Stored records

<<<<

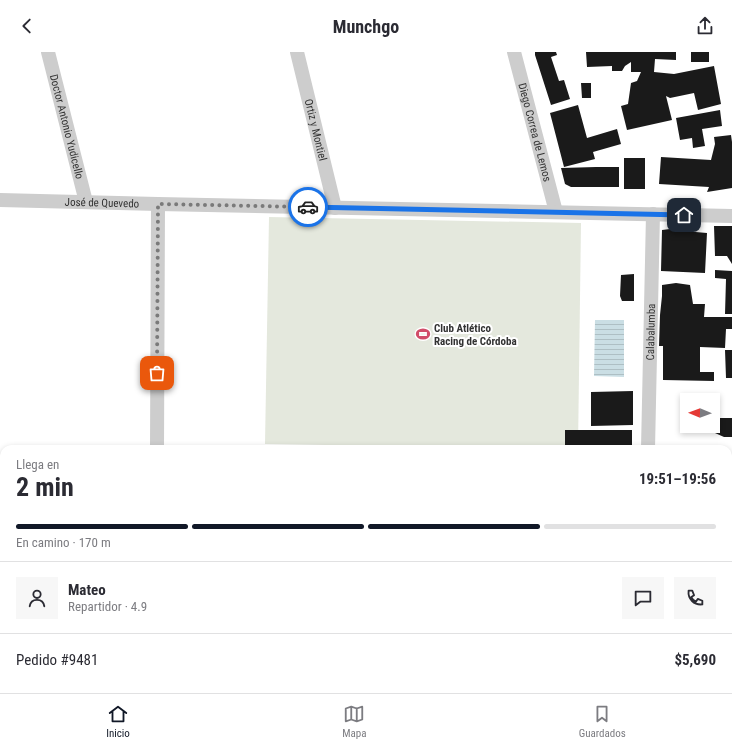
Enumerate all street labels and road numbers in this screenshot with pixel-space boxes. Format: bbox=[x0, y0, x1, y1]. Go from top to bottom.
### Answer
street label: Doctor Antonio Yudicello bbox=[47, 73, 87, 181]
street label: Diego Correa de Lemos bbox=[516, 82, 554, 183]
street label: Ortiz y Montiel bbox=[302, 97, 330, 162]
street label: José de Quevedo bbox=[65, 195, 140, 210]
street label: Calabalumba bbox=[643, 303, 658, 361]

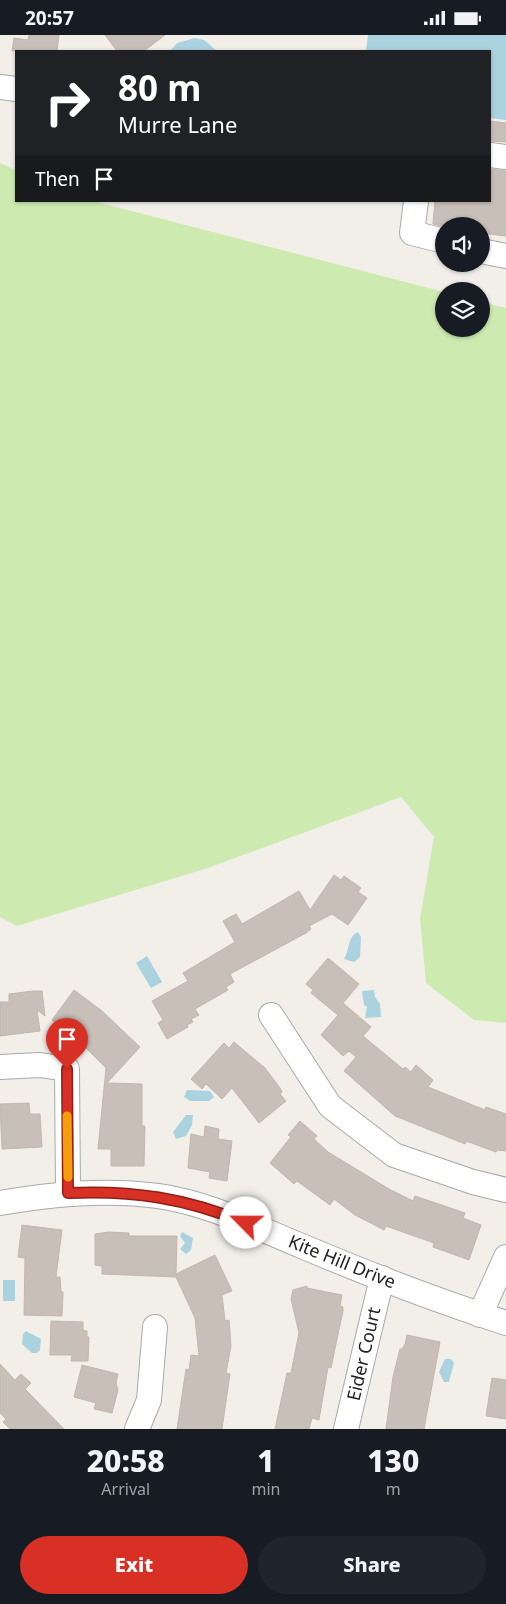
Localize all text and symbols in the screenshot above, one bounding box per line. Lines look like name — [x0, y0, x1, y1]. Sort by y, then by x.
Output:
text: 20:57 — [25, 5, 74, 31]
text: 80 m — [118, 64, 201, 111]
icon: right — [35, 70, 100, 135]
text: Murre Lane — [118, 109, 237, 139]
icon: arrive — [90, 165, 118, 193]
text: Then — [35, 166, 80, 192]
map controls — [435, 217, 490, 337]
button: sound — [435, 217, 490, 272]
button: layers — [435, 282, 490, 337]
pin — [46, 1018, 88, 1069]
icon: arrive — [53, 1025, 81, 1053]
position arrow — [219, 1196, 271, 1248]
street label: Kite Hill Drive — [285, 1229, 400, 1293]
street label: Eider Court — [341, 1304, 386, 1403]
text: 20:58 — [87, 1440, 165, 1481]
text: 1 — [257, 1440, 275, 1481]
text: 130 — [367, 1440, 419, 1481]
text: Arrival — [101, 1478, 150, 1500]
text: min — [251, 1478, 280, 1500]
text: m — [386, 1478, 401, 1500]
button: Exit — [20, 1536, 248, 1594]
button: Share — [258, 1536, 486, 1594]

>>>>

▶ [ABOUT THIS TASK] Give the records above again in full and exactly, but exclude every picture.

▶ [RESPONSE TO THE EXERCISE]
Enumerate all street labels and road numbers in this screenshot with pixel-space boxes. Format: bbox=[x0, y0, x1, y1]. Go from top to bottom.
### Answer
street label: Doctor Antonio Yudicello bbox=[47, 73, 87, 181]
street label: Diego Correa de Lemos bbox=[516, 82, 554, 183]
street label: Ortiz y Montiel bbox=[302, 97, 330, 162]
street label: José de Quevedo bbox=[65, 195, 140, 210]
street label: Calabalumba bbox=[643, 303, 658, 361]

Localize all text and symbols in the screenshot above, one bounding box per line. Lines look like name — [x0, y0, x1, y1]. Sort by y, then by x.
Output:
text: 20:57 — [25, 5, 74, 31]
text: 80 m — [118, 64, 201, 111]
icon: right — [35, 70, 100, 135]
text: Murre Lane — [118, 109, 237, 139]
icon: arrive — [90, 165, 118, 193]
text: Then — [35, 166, 80, 192]
map controls — [435, 217, 490, 337]
button: sound — [435, 217, 490, 272]
button: layers — [435, 282, 490, 337]
pin — [46, 1018, 88, 1069]
icon: arrive — [53, 1025, 81, 1053]
position arrow — [219, 1196, 271, 1248]
street label: Kite Hill Drive — [285, 1229, 400, 1293]
street label: Eider Court — [341, 1304, 386, 1403]
text: 20:58 — [87, 1440, 165, 1481]
text: 1 — [257, 1440, 275, 1481]
text: 130 — [367, 1440, 419, 1481]
text: Arrival — [101, 1478, 150, 1500]
text: min — [251, 1478, 280, 1500]
text: m — [386, 1478, 401, 1500]
button: Exit — [20, 1536, 248, 1594]
button: Share — [258, 1536, 486, 1594]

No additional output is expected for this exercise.